- U.S. troops did "truly remarkable" things in Iraq, Austin says
- "Welcome home," Joint Chiefs chairman tells troops
- Tuesday's ceremony was the formal finale of the U.S. military mission in Iraq
- As many as 4,500 Americans were killed in the nearly 9-year war
The U.S. general who oversaw the withdrawal of American troops from Iraq returned home Tuesday with the flag that flew over Baghdad at the end of the war.
President Barack Obama and Vice President Joe Biden joined military leaders at the military's Joint Base Andrews outside Washington as Army Gen. Lloyd J. Austin III returned the United States Forces-Iraq command flag. The ceremony marks the formal conclusion of the conflict.
"Today, we bring home the colors to United States soil," the chairman of the Joint Chiefs of Staff, Gen. Martin Dempsey, said during Tuesday's commemoration. "At the same time, we embrace many of our own back into the fold just in time for the holidays. Welcome home."

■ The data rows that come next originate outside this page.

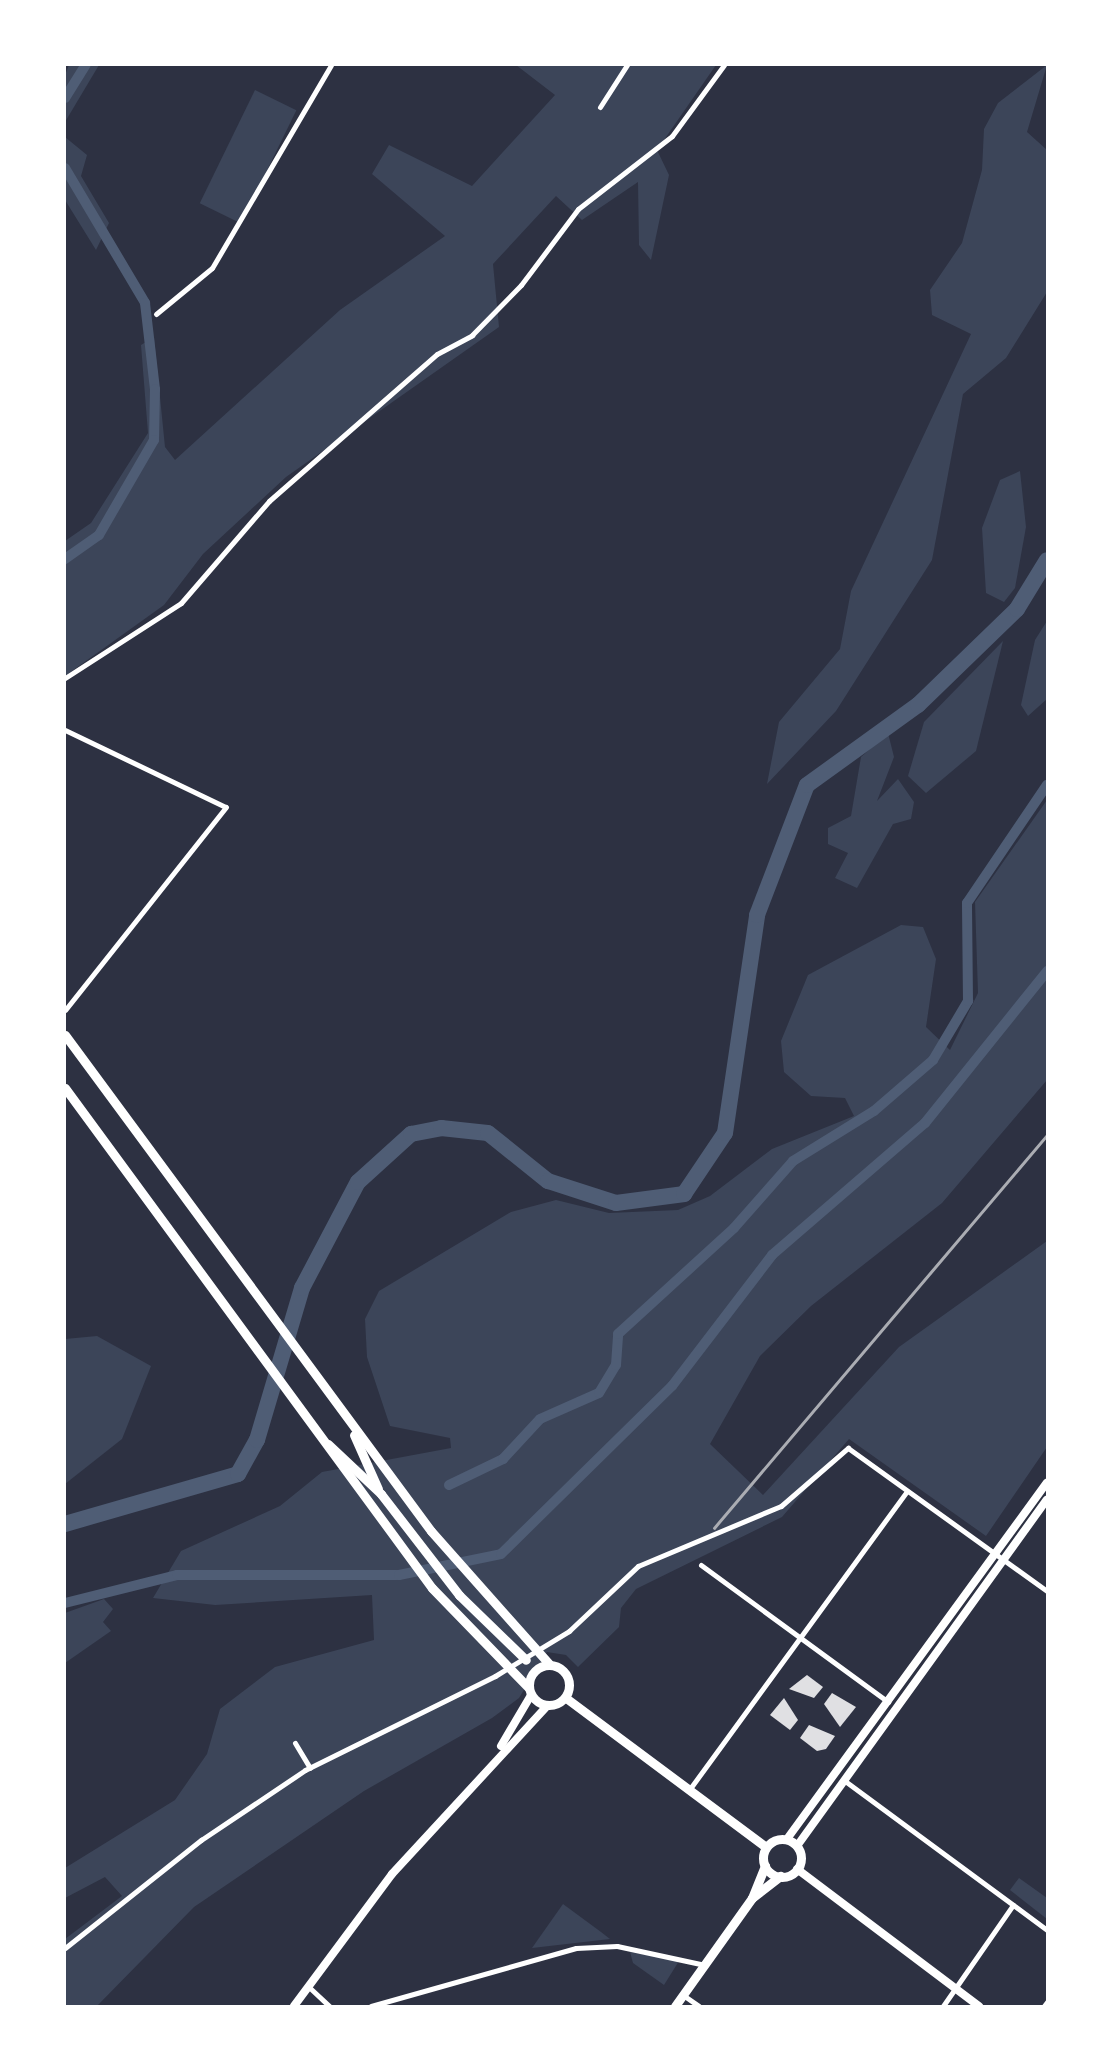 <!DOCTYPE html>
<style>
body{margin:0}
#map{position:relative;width:1112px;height:2071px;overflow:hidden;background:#2d3142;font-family:Barlow,sans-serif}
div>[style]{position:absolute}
.green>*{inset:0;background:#3c4559;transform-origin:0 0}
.canal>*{height:10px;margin:-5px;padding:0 5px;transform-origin:5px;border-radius:5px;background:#4f5d75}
.river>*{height:16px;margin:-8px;padding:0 8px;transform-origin:8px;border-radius:8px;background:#4f5d75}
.building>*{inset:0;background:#e0e0e3}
.minor>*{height:5px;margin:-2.5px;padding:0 2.5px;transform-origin:2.5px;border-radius:2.5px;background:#fff}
.secondary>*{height:8px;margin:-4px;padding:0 4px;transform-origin:4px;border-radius:4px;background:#fff}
.primary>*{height:9px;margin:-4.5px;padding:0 4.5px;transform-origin:4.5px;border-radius:4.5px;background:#fff}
.primary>.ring{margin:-4.5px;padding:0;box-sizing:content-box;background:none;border:9px solid #fff;border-radius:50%}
.trunk>*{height:9px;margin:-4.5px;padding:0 4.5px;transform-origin:4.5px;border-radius:4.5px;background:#fff}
.rail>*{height:2.5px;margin:-1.25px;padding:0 1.25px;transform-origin:1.25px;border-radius:1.25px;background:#abadb3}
span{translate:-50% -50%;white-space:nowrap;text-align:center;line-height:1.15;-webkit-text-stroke:7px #fff;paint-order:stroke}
.frame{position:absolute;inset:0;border:66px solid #fff;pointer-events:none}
</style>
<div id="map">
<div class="green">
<div style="clip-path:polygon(69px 65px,99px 65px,65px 122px,65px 75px)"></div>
<div style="clip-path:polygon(516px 65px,716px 65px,657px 150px,669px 175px,651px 260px,639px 245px,638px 182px,582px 220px,556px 196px,493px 264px,499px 327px,286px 477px,203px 554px,164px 605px,65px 676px,65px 541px,91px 523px,148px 433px,141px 345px,154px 337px,165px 447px,175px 460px,340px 310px,445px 236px,372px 174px,389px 145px,472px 186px,555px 95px)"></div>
<div style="clip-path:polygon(1047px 65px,1027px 132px,1047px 150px,1047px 292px,1006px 358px,963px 394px,932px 560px,836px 711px,767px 784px,779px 722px,840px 649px,851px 591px,971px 334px,932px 315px,930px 290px,962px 243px,982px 170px,984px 129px,998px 103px)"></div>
<div style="left:255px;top:90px;width:46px;height:126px;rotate:26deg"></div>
<div style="clip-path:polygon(65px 137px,87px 155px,81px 176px,109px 223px,96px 250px,65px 200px)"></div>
<div style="clip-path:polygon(1020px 471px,1026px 527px,1015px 588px,1004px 602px,986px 593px,982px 528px,1000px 480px)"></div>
<div style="clip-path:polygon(1047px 621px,1047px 699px,1028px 716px,1021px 705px,1035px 640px)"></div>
<div style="clip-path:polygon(1003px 641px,976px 751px,926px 793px,908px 776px,924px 722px)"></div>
<div style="clip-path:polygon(888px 733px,894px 757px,877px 801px,898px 779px,914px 802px,911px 819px,893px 824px,857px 888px,835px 878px,848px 853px,828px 844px,828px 828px,851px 816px,861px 757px)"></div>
<div style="clip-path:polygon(1047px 800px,1047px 1080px,942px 1203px,811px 1306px,760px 1356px,710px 1444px,763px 1495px,899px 1347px,1047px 1241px,1047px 1447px,986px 1536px,849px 1439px,782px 1517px,636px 1589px,621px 1608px,619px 1627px,578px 1667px,566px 1655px,547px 1652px,519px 1698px,492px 1718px,364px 1791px,194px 1907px,97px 2006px,65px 2006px,65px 1939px,122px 1896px,105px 1877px,65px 1898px,65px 1868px,175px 1800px,207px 1754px,220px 1709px,275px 1667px,374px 1640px,372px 1595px,215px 1605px,153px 1598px,181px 1551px,280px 1506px,322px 1472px,451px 1448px,450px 1438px,390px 1426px,367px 1357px,365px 1319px,379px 1291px,511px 1212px,556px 1200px,609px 1213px,678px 1210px,710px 1196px,772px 1149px,854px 1116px,845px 1098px,811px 1096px,784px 1072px,781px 1041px,808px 975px,901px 925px,923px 927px,936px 959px,926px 1027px,950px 1050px,978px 993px,975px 902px)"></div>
<div style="clip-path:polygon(97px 1336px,151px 1366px,122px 1439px,65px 1484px,65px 1339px)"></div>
<div style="clip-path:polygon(104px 1599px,113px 1609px,103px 1622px,111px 1631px,65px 1663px,65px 1613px)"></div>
<div style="clip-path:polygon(1019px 1878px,1047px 1898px,1047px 1919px,1010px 1890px)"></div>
<div style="clip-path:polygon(563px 1904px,601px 1932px,610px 1939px,532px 1948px)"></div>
<div style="clip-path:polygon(630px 1952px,679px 1961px,664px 1985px,633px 1963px)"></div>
</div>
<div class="canal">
<div style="left:65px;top:98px;width:39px;rotate:-58deg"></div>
<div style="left:65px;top:168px;width:157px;rotate:59.3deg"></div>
<div style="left:145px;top:303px;width:87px;rotate:83.4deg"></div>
<div style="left:155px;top:389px;width:51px;rotate:91.1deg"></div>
<div style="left:154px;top:440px;width:110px;rotate:120.1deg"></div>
<div style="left:99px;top:535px;width:42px;rotate:144.8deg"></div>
<div style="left:449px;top:1485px;width:60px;rotate:-25.7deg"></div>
<div style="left:503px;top:1459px;width:54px;rotate:-47.2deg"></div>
<div style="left:540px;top:1419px;width:64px;rotate:-23.8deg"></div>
<div style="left:599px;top:1393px;width:33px;rotate:-59deg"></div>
<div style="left:616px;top:1365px;width:31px;rotate:-86deg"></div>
<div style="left:618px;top:1334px;width:157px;rotate:-42.4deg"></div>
<div style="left:734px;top:1228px;width:89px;rotate:-48.6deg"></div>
<div style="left:793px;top:1161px;width:95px;rotate:-31.7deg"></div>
<div style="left:874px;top:1111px;width:78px;rotate:-40.8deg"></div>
<div style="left:933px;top:1060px;width:69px;rotate:-59.3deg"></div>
<div style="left:968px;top:1001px;width:98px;rotate:-90.6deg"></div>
<div style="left:967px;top:903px;width:143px;rotate:-55.9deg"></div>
<div style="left:65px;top:1603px;width:115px;rotate:-14deg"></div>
<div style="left:177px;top:1575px;width:222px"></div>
<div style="left:399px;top:1575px;width:104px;rotate:-11.6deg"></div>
<div style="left:501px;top:1554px;width:240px;rotate:-44.5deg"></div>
<div style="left:672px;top:1386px;width:165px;rotate:-52.6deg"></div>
<div style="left:772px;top:1255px;width:202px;rotate:-40.8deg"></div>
<div style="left:925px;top:1123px;width:195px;rotate:-51.2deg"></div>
</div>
<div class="river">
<div style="left:65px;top:1524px;width:180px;rotate:-16.1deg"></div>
<div style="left:238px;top:1474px;width:39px;rotate:-61deg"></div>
<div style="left:257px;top:1440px;width:159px;rotate:-73.5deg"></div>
<div style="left:302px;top:1288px;width:120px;rotate:-62.2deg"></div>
<div style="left:358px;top:1182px;width:72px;rotate:-42.2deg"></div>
<div style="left:411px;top:1134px;width:31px;rotate:-11deg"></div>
<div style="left:441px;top:1128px;width:47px;rotate:6.1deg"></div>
<div style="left:488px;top:1133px;width:77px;rotate:38.7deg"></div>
<div style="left:548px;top:1181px;width:71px;rotate:17.9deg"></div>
<div style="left:616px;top:1203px;width:69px;rotate:-7.5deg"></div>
<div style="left:684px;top:1194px;width:73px;rotate:-56.1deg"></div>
<div style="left:725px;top:1133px;width:220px;rotate:-81.6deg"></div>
<div style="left:757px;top:915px;width:139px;rotate:-69deg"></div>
<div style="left:807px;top:785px;width:137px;rotate:-35.8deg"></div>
<div style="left:918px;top:705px;width:138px;rotate:-44.1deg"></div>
<div style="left:1017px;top:609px;width:57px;rotate:-58.5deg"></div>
</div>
<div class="building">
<div style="clip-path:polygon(807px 1675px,823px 1687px,814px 1698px,789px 1689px)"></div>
<div style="clip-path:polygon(832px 1693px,856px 1707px,840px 1727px,824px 1704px)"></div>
<div style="clip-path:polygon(784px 1698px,798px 1720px,790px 1730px,770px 1715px)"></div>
<div style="clip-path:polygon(809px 1725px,835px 1736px,826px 1749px,817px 1751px,800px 1738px)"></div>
</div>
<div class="minor">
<div style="left:600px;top:107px;width:50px;rotate:-57.3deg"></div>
<div style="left:156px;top:314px;width:72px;rotate:-39.4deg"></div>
<div style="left:212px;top:268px;width:235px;rotate:-59.6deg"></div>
<div style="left:65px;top:678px;width:138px;rotate:-32.9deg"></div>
<div style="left:181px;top:603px;width:135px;rotate:-49.2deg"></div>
<div style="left:269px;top:501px;width:223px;rotate:-41.2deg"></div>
<div style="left:437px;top:354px;width:40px;rotate:-28deg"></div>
<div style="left:472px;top:335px;width:70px;rotate:-45.6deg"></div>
<div style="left:521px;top:285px;width:95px;rotate:-53.1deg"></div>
<div style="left:578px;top:209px;width:119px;rotate:-37.8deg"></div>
<div style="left:672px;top:136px;width:88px;rotate:-53.8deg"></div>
<div style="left:65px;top:730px;width:178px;rotate:25.6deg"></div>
<div style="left:226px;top:807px;width:259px;rotate:128.4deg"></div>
<div style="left:701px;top:1565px;width:232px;rotate:36.2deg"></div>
<div style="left:295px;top:1743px;width:29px;rotate:59deg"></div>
<div style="left:845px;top:1781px;width:251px;rotate:36.4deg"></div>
<div style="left:689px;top:1790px;width:369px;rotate:-53.9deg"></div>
<div style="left:65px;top:1948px;width:174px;rotate:-38.5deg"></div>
<div style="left:201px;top:1840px;width:125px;rotate:-33.9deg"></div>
<div style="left:305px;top:1770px;width:212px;rotate:-26.3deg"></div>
<div style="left:495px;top:1676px;width:87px;rotate:-31.3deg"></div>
<div style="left:569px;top:1631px;width:95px;rotate:-43.3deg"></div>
<div style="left:638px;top:1566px;width:155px;rotate:-22.8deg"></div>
<div style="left:781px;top:1506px;width:89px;rotate:-40.9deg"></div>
<div style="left:848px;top:1448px;width:245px;rotate:35.7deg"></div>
<div style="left:311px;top:1989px;width:25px;rotate:43deg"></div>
<div style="left:683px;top:1995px;width:19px;rotate:35deg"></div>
<div style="left:371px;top:2006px;width:213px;rotate:-15.8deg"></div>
<div style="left:576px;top:1948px;width:41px;rotate:-2.8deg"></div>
<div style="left:617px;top:1946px;width:90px;rotate:12.2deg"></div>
<div style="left:943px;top:2006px;width:123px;rotate:-55.3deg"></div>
<div style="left:1044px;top:2006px;width:5px;rotate:-53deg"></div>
</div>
<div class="secondary">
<div style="left:501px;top:1746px;width:59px;rotate:-59.5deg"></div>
<div style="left:787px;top:1839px;width:441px;rotate:-53.9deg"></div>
<div style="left:797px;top:1846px;width:427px;rotate:-54.2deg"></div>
<div style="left:797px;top:1869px;width:228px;rotate:37deg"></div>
<div style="left:294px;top:2006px;width:164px;rotate:-53.4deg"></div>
<div style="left:392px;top:1874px;width:229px;rotate:-47.3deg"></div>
</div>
<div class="primary">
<div class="ring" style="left:529px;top:1665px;width:31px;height:31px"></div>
<div style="left:566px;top:1698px;width:249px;rotate:36.7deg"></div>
<div class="ring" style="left:763px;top:1839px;width:29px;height:29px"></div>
<div style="left:752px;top:1898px;width:36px;rotate:-38deg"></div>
<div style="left:675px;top:2006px;width:133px;rotate:-54.5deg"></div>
<div style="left:752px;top:1898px;width:35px;rotate:-68deg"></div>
</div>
<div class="trunk">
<div style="left:65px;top:1035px;width:616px;rotate:53.58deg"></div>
<div style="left:431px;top:1531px;width:179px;rotate:48.4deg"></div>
<div style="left:65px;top:1088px;width:620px;rotate:53.72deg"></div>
<div style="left:432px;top:1588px;width:139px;rotate:45.9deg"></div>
<div style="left:354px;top:1435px;width:59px;rotate:66deg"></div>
<div style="left:328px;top:1444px;width:73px;rotate:43.3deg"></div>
<div style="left:381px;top:1494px;width:128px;rotate:52.3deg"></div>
<div style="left:459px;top:1595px;width:93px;rotate:44.1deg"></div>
</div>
<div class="rail">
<div style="left:714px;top:1528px;width:515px;rotate:-49.72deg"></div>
</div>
<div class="frame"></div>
</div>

Neither Obama nor Biden spoke at Tuesday's ceremony.
The last U.S. convoy left Iraq early Sunday, bringing an end to a nearly nine-year war that sharply divided the U.S. public. Nearly 4,500 U.S. troops died and more than 30,000 were wounded in the conflict, while estimates of the Iraqi toll run well above 100,000 dead.
"We lack the words to say what you feel on this day because, try as we may, we can never fully know it," Deputy Defense Secretary Ashton Carter told the families of those killed or wounded. "But we do know what your sacrifice means to us, to this nation and to a world that still depends so much on America for its security."

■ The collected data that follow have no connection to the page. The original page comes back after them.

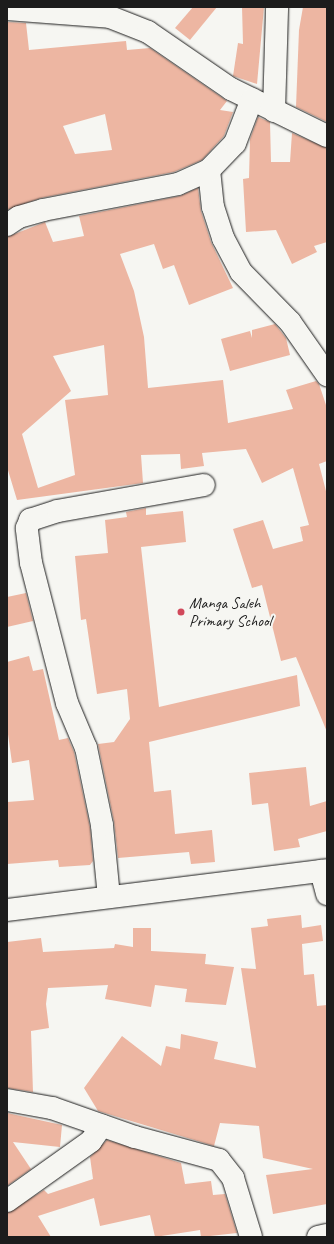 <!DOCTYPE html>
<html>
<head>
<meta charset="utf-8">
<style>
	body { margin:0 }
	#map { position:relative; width:334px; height:1244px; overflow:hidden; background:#f6f6f2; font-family:Caveat,sans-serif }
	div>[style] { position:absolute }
	.building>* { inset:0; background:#edb6a2 }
	.roads { filter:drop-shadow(0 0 1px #1c1c1c) drop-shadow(0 0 1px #1c1c1c) }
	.minor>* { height:22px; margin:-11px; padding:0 11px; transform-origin:11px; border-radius:11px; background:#f6f6f2 }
	.dots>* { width:11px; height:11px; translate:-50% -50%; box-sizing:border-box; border:2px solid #f6f6f2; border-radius:50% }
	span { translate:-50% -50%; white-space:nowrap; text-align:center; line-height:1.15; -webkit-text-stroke:4px #f6f6f2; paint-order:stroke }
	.poi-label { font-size:16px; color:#1c1c1c }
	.left { translate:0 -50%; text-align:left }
	.frame { position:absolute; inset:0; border:8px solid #1c1c1c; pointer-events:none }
</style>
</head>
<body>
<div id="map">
	<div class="building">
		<i style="clip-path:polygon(193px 7px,217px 7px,190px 40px,175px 28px)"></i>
		<i style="clip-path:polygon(242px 7px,264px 7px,257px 84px,233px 76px,238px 43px,243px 44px)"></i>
		<i style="clip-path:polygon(303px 7px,327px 7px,327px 122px,296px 107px,299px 30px)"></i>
		<i style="clip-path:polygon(evenodd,7px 22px,26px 23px,29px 50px,126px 41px,127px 50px,150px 48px,227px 101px,220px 110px,233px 112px,224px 136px,202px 160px,174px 172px,41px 198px,7px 210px,7px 22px,105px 114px,112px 150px,75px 154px,63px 126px,105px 114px)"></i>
		<i style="clip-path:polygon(258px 117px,270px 122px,271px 162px,290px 162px,292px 133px,327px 148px,327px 242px,314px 246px,317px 252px,292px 264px,276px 230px,246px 232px,243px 179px,249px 178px,250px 139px)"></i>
		<i style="clip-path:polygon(evenodd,198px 188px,201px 211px,211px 242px,233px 288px,189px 305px,174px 265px,163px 269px,154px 244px,120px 254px,134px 291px,144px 337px,148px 388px,223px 380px,228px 423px,293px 409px,286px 390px,316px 381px,319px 384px,327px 408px,327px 461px,319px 464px,327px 495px,327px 732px,296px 657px,281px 661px,262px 585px,252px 588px,233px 529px,263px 520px,273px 549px,303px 541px,300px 527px,309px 525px,293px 468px,262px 483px,246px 449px,202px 453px,204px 466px,181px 469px,180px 454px,141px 455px,143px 483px,17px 500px,7px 467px,7px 237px,45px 222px,53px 242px,84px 236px,79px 216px,180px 196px,198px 188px,104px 345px,108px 395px,65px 400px,75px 475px,38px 488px,22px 434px,71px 391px,53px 356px,104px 345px)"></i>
		<i style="clip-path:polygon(275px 324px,286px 338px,290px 355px,230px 371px,221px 339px,250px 331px,252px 338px,252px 330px)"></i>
		<i style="clip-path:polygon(146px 508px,146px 515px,183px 511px,186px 542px,141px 547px,159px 707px,297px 675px,300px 706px,149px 742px,154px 792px,171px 790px,175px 834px,212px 830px,215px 862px,191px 864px,189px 852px,118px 858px,114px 822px,98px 744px,114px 742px,130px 719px,127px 689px,97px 694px,86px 619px,81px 620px,75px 556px,108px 553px,105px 520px,127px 517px,126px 512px)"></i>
		<i style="clip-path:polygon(26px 593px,33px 621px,7px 627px,7px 597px)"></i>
		<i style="clip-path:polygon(29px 656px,33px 671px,43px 669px,59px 740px,68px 738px,74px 752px,90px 827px,93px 861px,90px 865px,59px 867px,58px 860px,7px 864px,7px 802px,34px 800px,29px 760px,12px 763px,7px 727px,7px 662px)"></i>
		<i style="clip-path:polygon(306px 767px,310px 806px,327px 801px,327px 831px,298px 839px,300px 847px,274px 851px,268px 803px,252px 805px,249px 773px)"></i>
		<i style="clip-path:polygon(301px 915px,302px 928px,321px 925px,323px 941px,302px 944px,304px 975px,314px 974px,317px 1006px,327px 1005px,327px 1204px,273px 1214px,266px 1175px,313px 1169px,263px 1158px,259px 1126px,220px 1123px,214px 1146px,98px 1111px,84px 1088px,122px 1036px,161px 1066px,166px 1046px,180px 1049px,181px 1034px,218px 1042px,214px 1059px,256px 1068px,241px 968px,256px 969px,251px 928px,268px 926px,267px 919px)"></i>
		<i style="clip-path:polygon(133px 928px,151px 928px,151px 951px,206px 954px,205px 964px,234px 967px,226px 1005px,185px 1002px,187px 989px,155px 985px,151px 1007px,105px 999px,108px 985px,48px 988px,46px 1004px,49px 1028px,31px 1031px,33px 1092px,7px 1088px,7px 942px,41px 938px,43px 952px,114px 948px,115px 944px,133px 947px)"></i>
		<i style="clip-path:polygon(7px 1113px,62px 1125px,60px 1147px,13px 1142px,31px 1169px,7px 1186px)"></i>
		<i style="clip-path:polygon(107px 1140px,181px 1163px,185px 1184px,211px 1181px,213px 1195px,225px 1194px,237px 1233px,201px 1237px,200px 1230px,155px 1237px,150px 1215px,100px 1226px,94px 1198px,38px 1216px,51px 1237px,7px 1237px,7px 1213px,44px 1190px,48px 1194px,93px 1179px,90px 1157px)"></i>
	</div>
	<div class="roads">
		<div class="minor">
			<i style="left:7px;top:9px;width:103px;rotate:4.4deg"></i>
			<i style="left:110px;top:17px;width:41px;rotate:21.5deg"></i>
			<i style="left:148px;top:32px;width:101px;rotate:34.5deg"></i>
			<i style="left:231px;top:89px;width:107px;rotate:26.1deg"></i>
			<i style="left:274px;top:111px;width:104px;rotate:-88.3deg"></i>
			<i style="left:209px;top:170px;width:37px;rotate:84deg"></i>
			<i style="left:213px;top:207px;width:33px;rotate:72deg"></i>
			<i style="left:223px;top:238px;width:38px;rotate:62deg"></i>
			<i style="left:241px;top:272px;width:70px;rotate:45.6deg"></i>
			<i style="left:290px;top:322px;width:65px;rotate:55.1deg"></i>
			<i style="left:7px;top:225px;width:14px;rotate:-34deg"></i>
			<i style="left:19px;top:217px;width:25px;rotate:-16deg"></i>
			<i style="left:43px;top:210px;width:137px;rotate:-10.9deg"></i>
			<i style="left:178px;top:184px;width:34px;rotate:-24deg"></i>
			<i style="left:209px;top:170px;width:37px;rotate:-46deg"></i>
			<i style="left:235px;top:143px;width:47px;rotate:-68.9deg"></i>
			<i style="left:321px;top:871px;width:24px;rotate:75deg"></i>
			<i style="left:109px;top:897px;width:72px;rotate:-95.6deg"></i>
			<i style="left:102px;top:825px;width:79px;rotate:-101.7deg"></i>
			<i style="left:86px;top:748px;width:49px;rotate:-112.9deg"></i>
			<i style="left:67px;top:703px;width:145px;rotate:-104.4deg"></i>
			<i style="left:31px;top:563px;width:35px;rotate:-97deg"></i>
			<i style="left:27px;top:528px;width:9px;rotate:-69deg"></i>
			<i style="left:30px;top:520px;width:29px;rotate:-18deg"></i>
			<i style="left:58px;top:511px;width:148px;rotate:-10.1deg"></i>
			<i style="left:7px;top:910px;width:322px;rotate:-7.1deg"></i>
			<i style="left:7px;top:1100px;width:46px;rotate:10.1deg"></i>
			<i style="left:52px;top:1108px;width:88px;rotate:19.3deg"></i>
			<i style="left:135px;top:1137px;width:87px;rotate:15.3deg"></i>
			<i style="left:219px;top:1160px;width:23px;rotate:52deg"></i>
			<i style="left:233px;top:1178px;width:62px;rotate:73deg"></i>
			<i style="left:7px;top:1201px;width:103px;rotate:-35.5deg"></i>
			<i style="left:91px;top:1141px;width:19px;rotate:-55deg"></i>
			<i style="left:318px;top:1237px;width:9px;rotate:-13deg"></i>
		</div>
	</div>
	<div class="dots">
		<i style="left:181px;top:612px;background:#d1495b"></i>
	</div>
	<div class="poi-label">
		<span class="left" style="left:189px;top:612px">Manga Saleh<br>Primary School</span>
	</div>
	<div class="frame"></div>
</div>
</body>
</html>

The standard that Austin presented in Tuesday's ceremony was the flag that was sheathed last week in a formal "casing of the colors" in Baghdad. He said U.S. troops, many of whom served multiple tours in Iraq, have achieved "truly remarkable" things.
"Together with our coalition partners and corps of dedicated civilians, they removed a brutal dictator and gave the Iraqi people their freedom," Austin said. "Their courage and their ability to adapt has enabled us to persevere through the darkest days of the insurgency, to create hope and to provide the Iraqis opportunities that they have not seen in their lifetime. And so now the stage has been set for Iraq's young democracy to emerge as a leader in what has been and what will continue to be a very dynamic region."
U.S. and allied troops, mostly British, invaded Iraq in March 2003 after accusing then-dictator Saddam Hussein of concealing banned stockpiles of chemical and biological weapons and efforts to build a nuclear bomb. Hussein's government quickly collapsed, but U.S. inspectors later found that Iraq had dismantled its weapons programs under U.N. sanctions in the 1990s.
The U.S. occupation quickly found itself battling an insurgency launched by the remnants of Hussein's regime. The Americans also faced Islamic jihadists loyal to an Iraq-based offshoot of al Qaeda and anti-American Shiite militias that U.S. commanders said were backed by neighboring Iran.
Iraq elected a new government in 2005, and Hussein was hanged in 2006. But soon afterward, sectarian warfare between Iraq's Shiite Arab majority and Sunni minority erupted after the bombing of the Shiite al-Askariya mosque, with thousands of bodies dumped in the streets of Baghdad and other cities for months.
That fighting subsided in 2007, after Washington poured about 30,000 more troops into Iraq and began supporting Sunni Arab groups that turned against the jihadists.
The new Iraq finds itself facing a political crisis within days of the American pullout, as Prime Minister Nuri al-Maliki's Shiite-dominated government accused the country's leading Sunni official of orchestrating bomb attacks against government and security officials. The powerful political bloc that draws support largely from Sunni and more secular Iraqis has announced it is boycotting Parliament, and its leaders accuse al-Maliki of trying to amass dictatorial power.